4 Ways to Find Duplicate Images in Folders on Mac

Method 1: Manual Finder Sorting

The simplest approach is sorting files in Finder by name, size, or date.

How it works:

  1. Open a folder in Finder
  2. Switch to List view (⌘+2)
  3. Sort by Size or Date Modified
  4. Look for files with identical sizes or timestamps

Limitations:

  • Doesn't work across subfolders (Finder doesn't show nested contents in one view)
  • Misses renamed duplicates (image.png vs image-copy.png vs IMG_1234.png)
  • Can't detect visually similar images that differ by a few pixels
  • Tedious for folders with hundreds of files

Verdict: Works for small folders with obviously named duplicates. Falls apart quickly at scale.
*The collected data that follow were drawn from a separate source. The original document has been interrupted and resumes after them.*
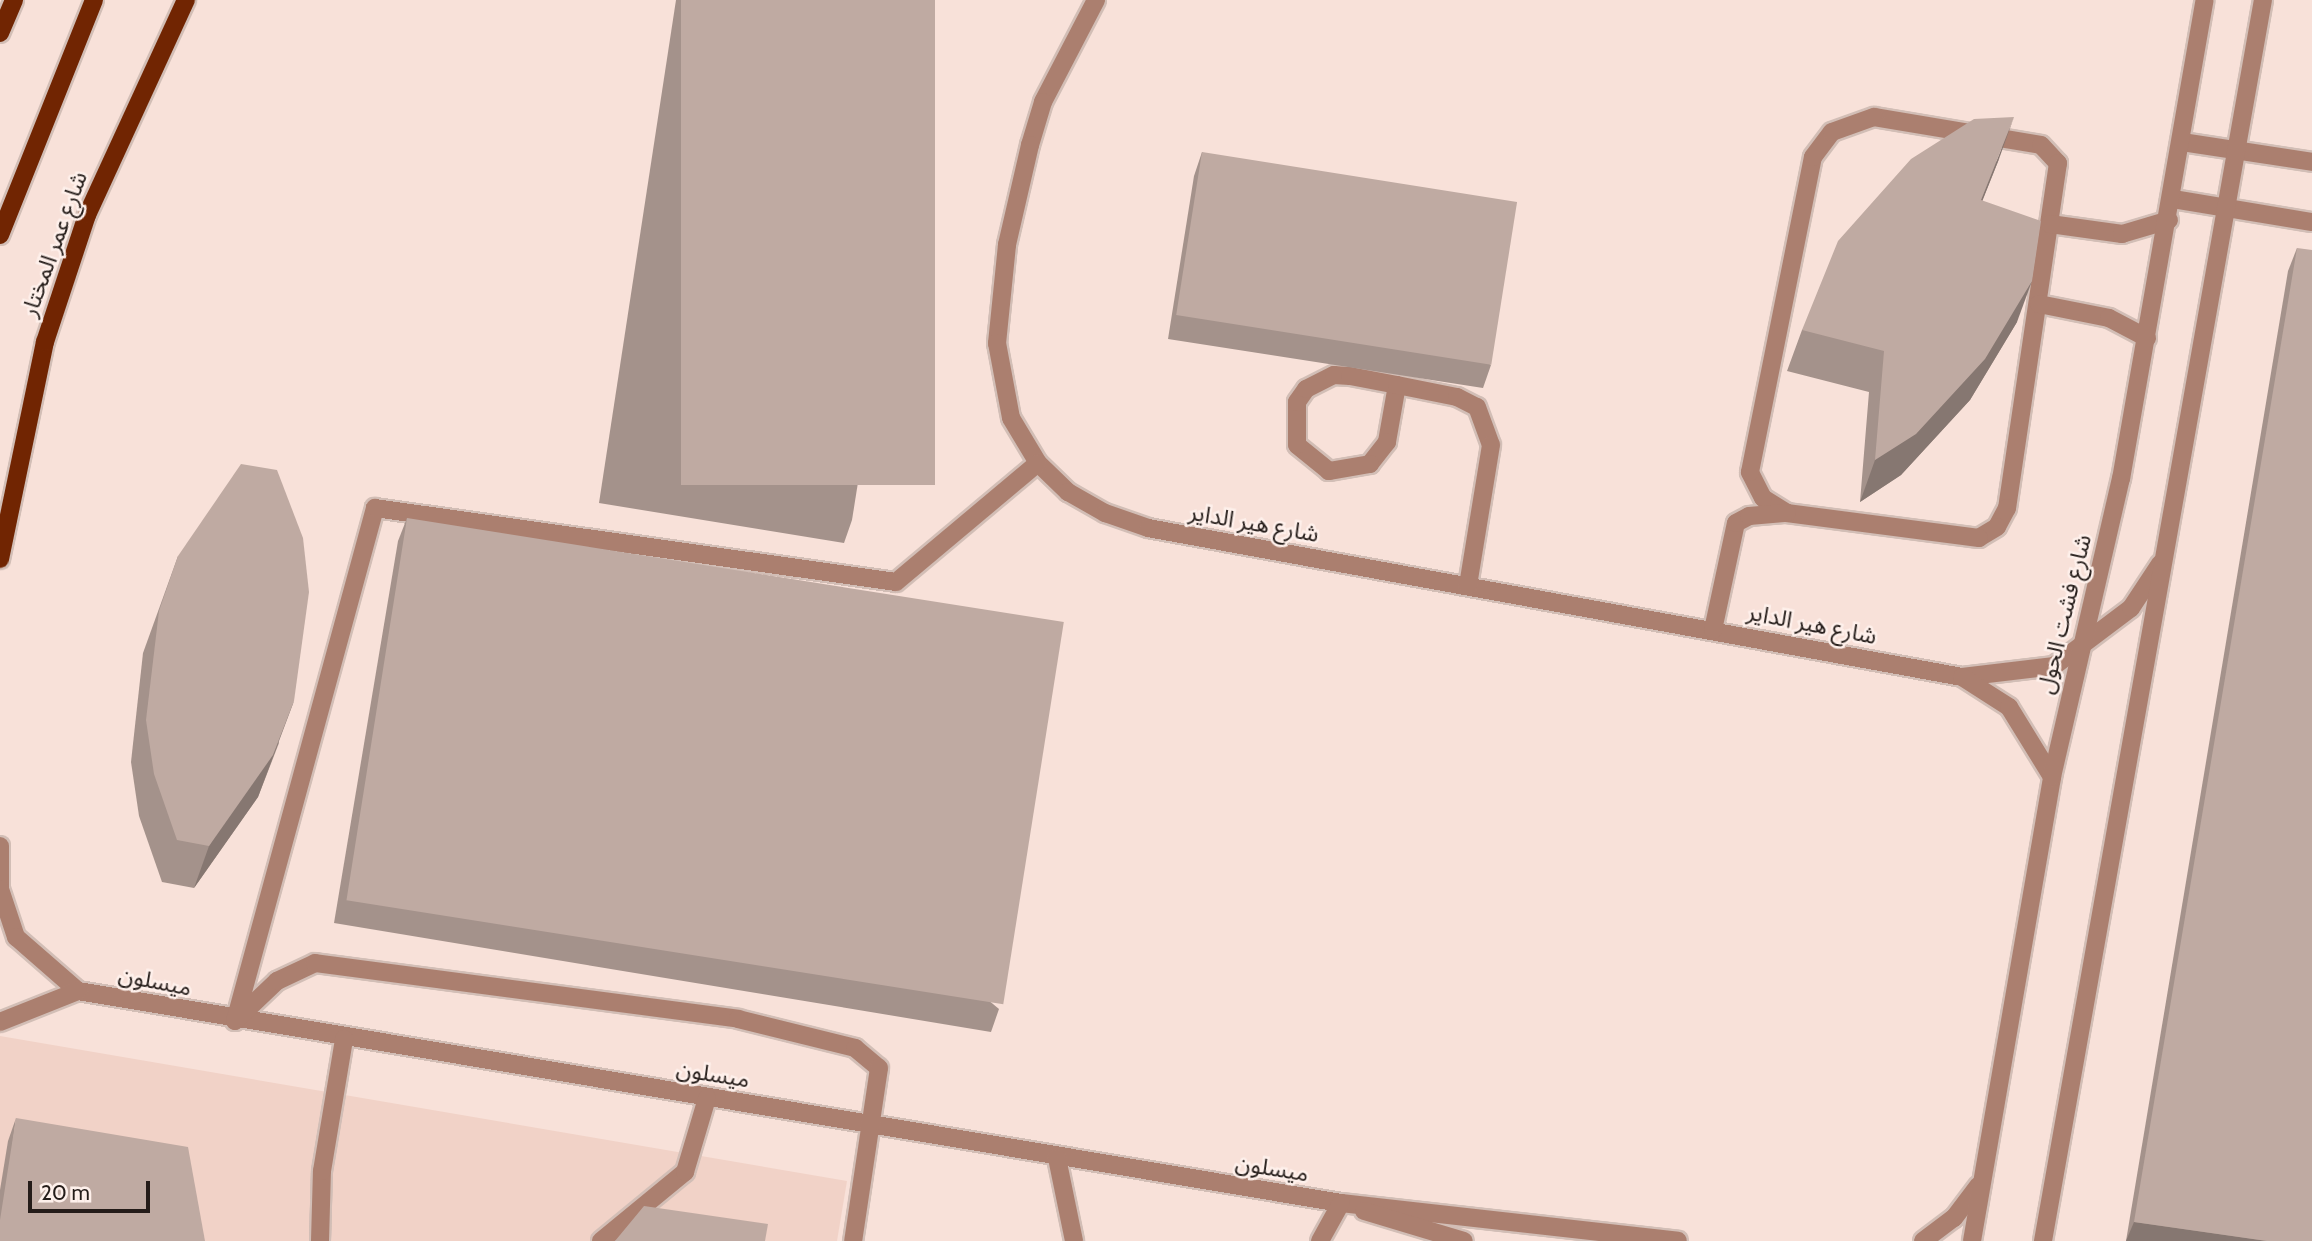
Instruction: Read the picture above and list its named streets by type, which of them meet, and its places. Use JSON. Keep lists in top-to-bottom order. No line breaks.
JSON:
{"streets":{"main road":["شارع عمر المختار"],"street":["شارع هير الداير","شارع فشت الحول","ميسلون"]},"crossings":[["شارع هير الداير","شارع فشت الحول"]],"scale_bar":"20 m"}
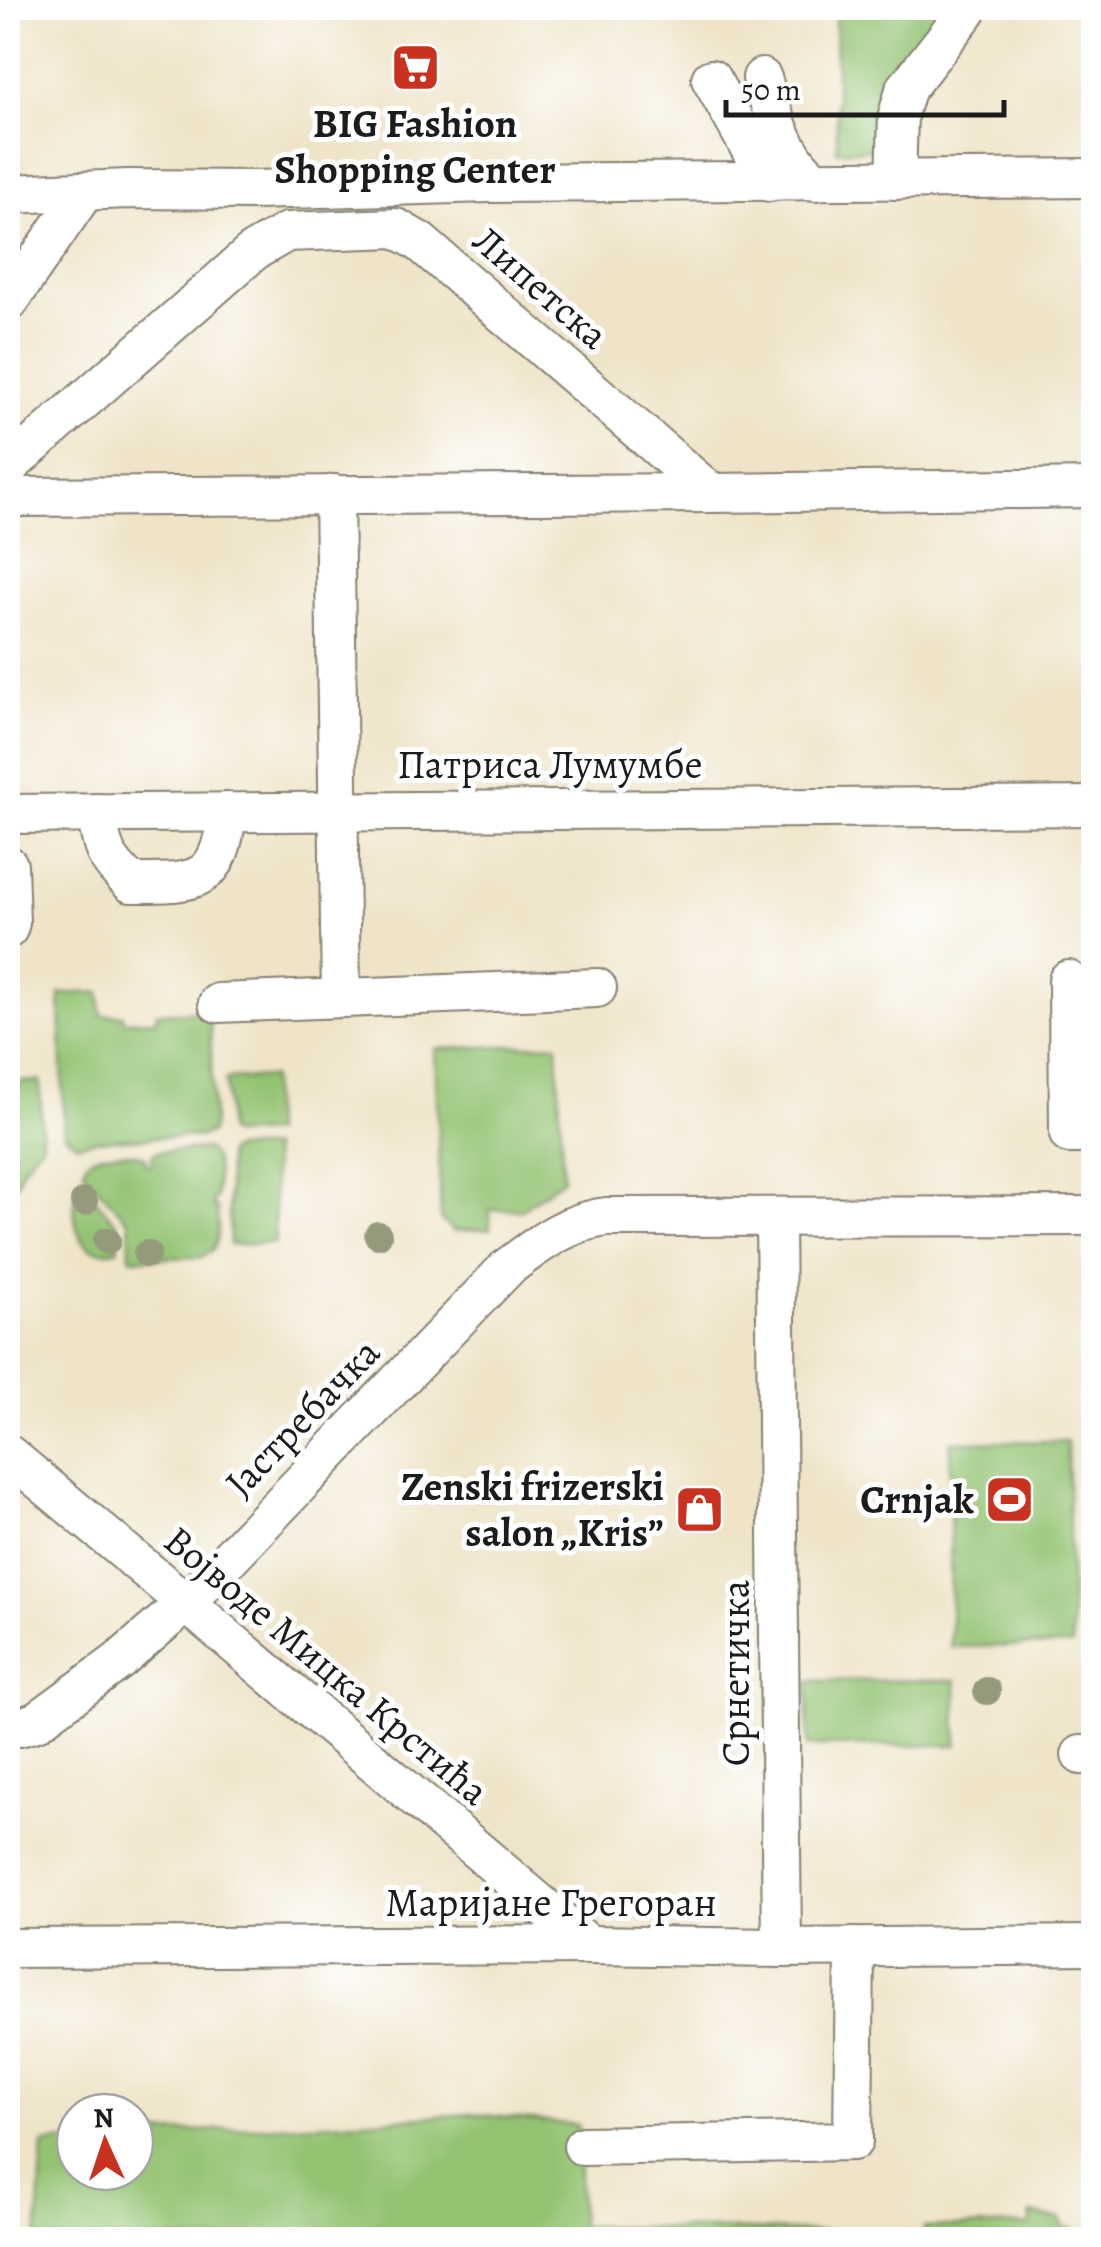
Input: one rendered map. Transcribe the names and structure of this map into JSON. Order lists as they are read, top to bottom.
{
  "streets": {
    "street": [
      "Липетска",
      "Патриса Лумумбе",
      "Јастребачка",
      "Војводе Мицка Крстића",
      "Срнетичка",
      "Маријане Грегоран"
    ]
  },
  "crossings": [
    ["Јастребачка", "Војводе Мицка Крстића"],
    ["Јастребачка", "Срнетичка"],
    ["Војводе Мицка Крстића", "Маријане Грегоран"],
    ["Срнетичка", "Маријане Грегоран"]
  ],
  "places": {
    "supermarket": ["BIG Fashion Shopping Center"],
    "sports": ["Crnjak"],
    "shop": ["Zenski frizerski salon „Kris”"]
  },
  "scale_bar": "50 m",
  "north": "top"
}
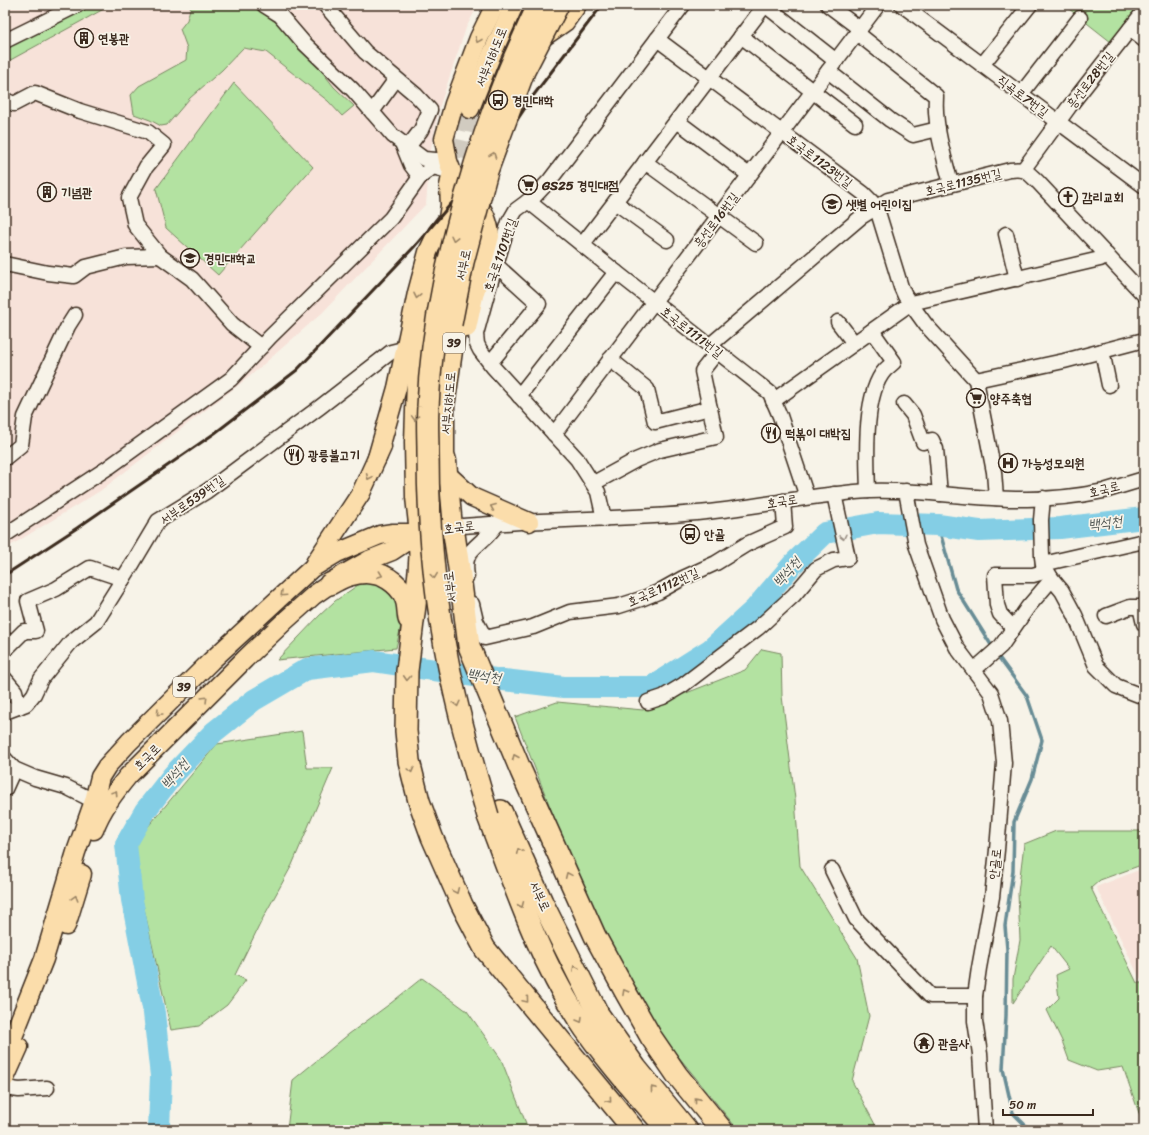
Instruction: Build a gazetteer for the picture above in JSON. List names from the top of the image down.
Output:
{
  "streets": {
    "highway": ["서부로"],
    "main road": ["서부지하도로", "39", "호국로"],
    "street": [
      "흥선로28번길",
      "직곡로7번길",
      "호국로1123번길",
      "호국로1135번길",
      "흥선로16번길",
      "호국로1101번길",
      "호국로1111번길",
      "서부로539번길",
      "호국로1112번길",
      "안골로"
    ]
  },
  "crossings": [
    ["흥선로28번길", "직곡로7번길"],
    ["흥선로28번길", "호국로1135번길"],
    ["호국로1123번길", "호국로1135번길"],
    ["호국로1123번길", "흥선로16번길"],
    ["호국로1123번길", "호국로1101번길"],
    ["호국로1135번길", "호국로1111번길"],
    ["흥선로16번길", "호국로1101번길"],
    ["흥선로16번길", "호국로1111번길"],
    ["호국로1101번길", "호국로1111번길"],
    ["호국로1101번길", "호국로"],
    ["호국로1111번길", "호국로"],
    ["39", "호국로"],
    ["호국로", "호국로1112번길"],
    ["호국로", "안골로"]
  ],
  "water": ["백석천"],
  "places": {
    "building": ["연봉관", "기념관"],
    "bus stop": ["경민대학", "안골"],
    "supermarket": ["GS25 경민대점", "양주축협"],
    "church": ["감리교회"],
    "school or university": ["샛별 어린이집", "경민대학교"],
    "restaurant": ["떡볶이 대박집", "광릉불고기"],
    "hospital": ["가능성모의원"],
    "temple": ["관음사"]
  },
  "scale_bar": "50 m"
}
Method 2: Quick Look and Preview Comparison

When you suspect two images are duplicates, you can compare them manually.

How it works:

  1. Select multiple images in Finder
  2. Press Space to open Quick Look
  3. Use arrow keys to flip between them
  4. Compare visually

Limitations:

  • Requires you to already know which files to compare
  • No way to systematically check hundreds of images
  • Doesn't tell you if files are byte-for-byte identical or just similar
  • Time-consuming for large collections

Verdict: Useful for spot-checking, not for systematic duplicate finding.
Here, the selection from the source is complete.